February natural gas futures scored a second straight double-digit advance Thursday as traders reacted to a bullish inventory report and were forced to cover short positions.

The Energy Information Administration reported a withdrawal from storage of 243 Bcf for the week ended Jan. 14, greater than industry estimates in the 230 Bcf area. Short-term traders see the market advancing to $4.80, but longer-term analysts see a weather-driven advance possible to the $5 area. At settlement February rose 13.4 cents to $4.695 and March gained 11.6 cents to $4.692. February crude oil fell $2.00 to $88.86/bbl.

Short-term traders tended to view the day's rally as a reaction by holders of short futures contracts to exit positions. "I think the rise was a little more short-covering [than traders entering new long positions]. It looked like a number of traders were looking for the market to work a little lower," said a New York floor trader.

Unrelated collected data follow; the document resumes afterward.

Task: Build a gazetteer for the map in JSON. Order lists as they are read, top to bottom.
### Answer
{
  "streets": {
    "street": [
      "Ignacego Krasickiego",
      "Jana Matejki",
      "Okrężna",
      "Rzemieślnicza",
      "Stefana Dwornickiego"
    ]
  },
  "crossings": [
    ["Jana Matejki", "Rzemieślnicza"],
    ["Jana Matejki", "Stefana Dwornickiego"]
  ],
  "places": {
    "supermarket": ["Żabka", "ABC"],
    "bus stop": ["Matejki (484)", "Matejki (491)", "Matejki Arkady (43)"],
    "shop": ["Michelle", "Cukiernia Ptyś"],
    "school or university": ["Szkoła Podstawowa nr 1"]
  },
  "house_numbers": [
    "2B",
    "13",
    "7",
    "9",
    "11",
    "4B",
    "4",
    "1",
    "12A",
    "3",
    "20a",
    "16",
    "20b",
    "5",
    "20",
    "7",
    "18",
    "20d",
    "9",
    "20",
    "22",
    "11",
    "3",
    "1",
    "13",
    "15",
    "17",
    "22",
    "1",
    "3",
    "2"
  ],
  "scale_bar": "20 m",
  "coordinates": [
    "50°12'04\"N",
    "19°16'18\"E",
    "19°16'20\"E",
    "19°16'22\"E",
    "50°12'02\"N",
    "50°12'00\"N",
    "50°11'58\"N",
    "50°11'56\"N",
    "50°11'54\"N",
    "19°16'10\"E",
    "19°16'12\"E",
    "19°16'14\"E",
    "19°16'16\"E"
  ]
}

"The number came out and was obviously bullish and we rattled around between $4.58 and $4.65 for most of the day. We got a push toward the end of the day, but I think the market has room to move up to $4.75 to $4.80 by Friday. There are also a number of people looking to sell this market if it breaks above $4.75, and if the market moves another 10 cents higher, I think we will come off from there," he said.

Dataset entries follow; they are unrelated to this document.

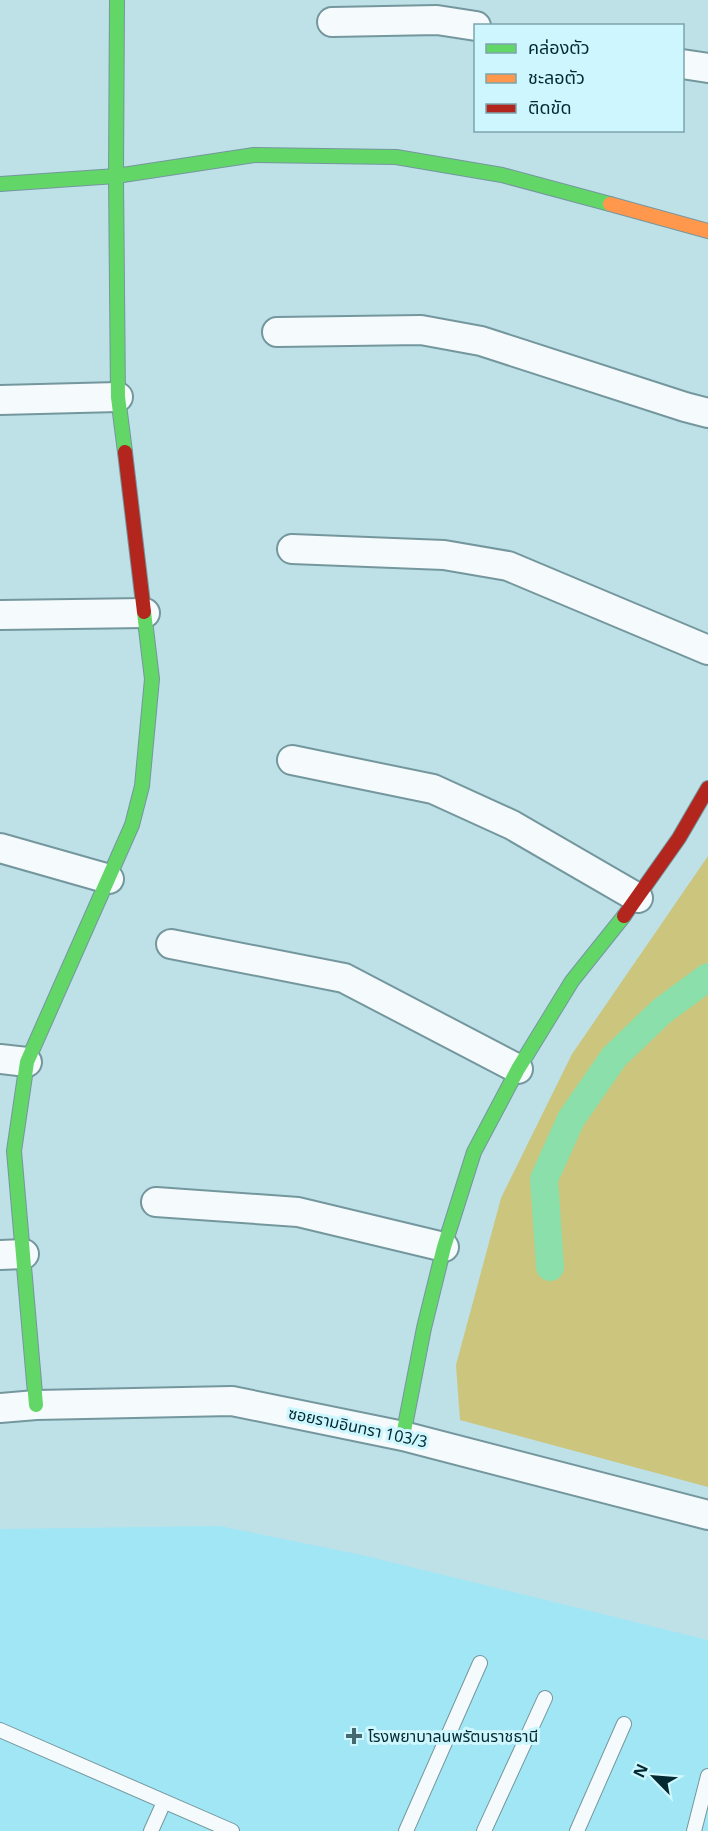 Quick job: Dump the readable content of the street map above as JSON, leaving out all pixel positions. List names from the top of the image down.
{
  "streets": {
    "street": ["ซอยรามอินทรา 103/3"]
  },
  "places": {
    "health": ["โรงพยาบาลนพรัตนราชธานี"]
  },
  "legend": ["คล่องตัว", "ชะลอตัว", "ติดขัด"],
  "north": "top left"
}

Citi Futures Perspective analyst Tim Evans nearly nailed the withdrawal number. "The 243 Bcf in net withdrawals was near our own estimate [245 Bcf] but above the newswire survey estimates of 225-234 Bcf, so larger than expected. The net withdrawal was 110 Bcf above the 133 Bcf five-year average for the period, cutting the year-on-five-year storage surplus from 161 Bcf to 51 Bcf. With more cold weather still in the forecast for the eastern U.S. we continue to see potential for nearby natural gas futures to run to $5.00, plus or minus."

Currently the market is focused on weather and temperatures as being the primary price-drivers; however, analysts caution that such a one-dimensional perspective is too narrow. "The fact that this is still almost entirely a discussion about temperatures -- what we see coming, what they are right now, and what they might have done to storage levels a week ago -- highlights one egregious fact by its absence," said Peter Beutel, president of Cameron Hanover in a morning note to clients. "We are still not looking at the economy as an active remedy for the surplus of supply over demand that exists in general in this market. Prices are advancing primarily on relative improvements in storage levels. Once we get past this, selling is likely to be the default mode."

Students of supply-side economics got a chance to survey energy demand and the broader economic picture when the EIA released its report on petroleum inventories. Data shows that historically the five-year average for crude, gasoline and distillates is one of increasing inventories. However, Kyle Cooper of IAF Advisors was expecting a draw on crude oil of 500,000 bbl; gasoline inventories were anticipated to be flat, and distillates were seen down 500,000 bbl as well for the week ended Jan. 14. The actual figures came in at a build in crude oil of 2.6 million barrels, gasoline was higher by 4.4 million barrels, and distillate stocks rose by 1.0 million barrels. Petroleum markets sold off sharply.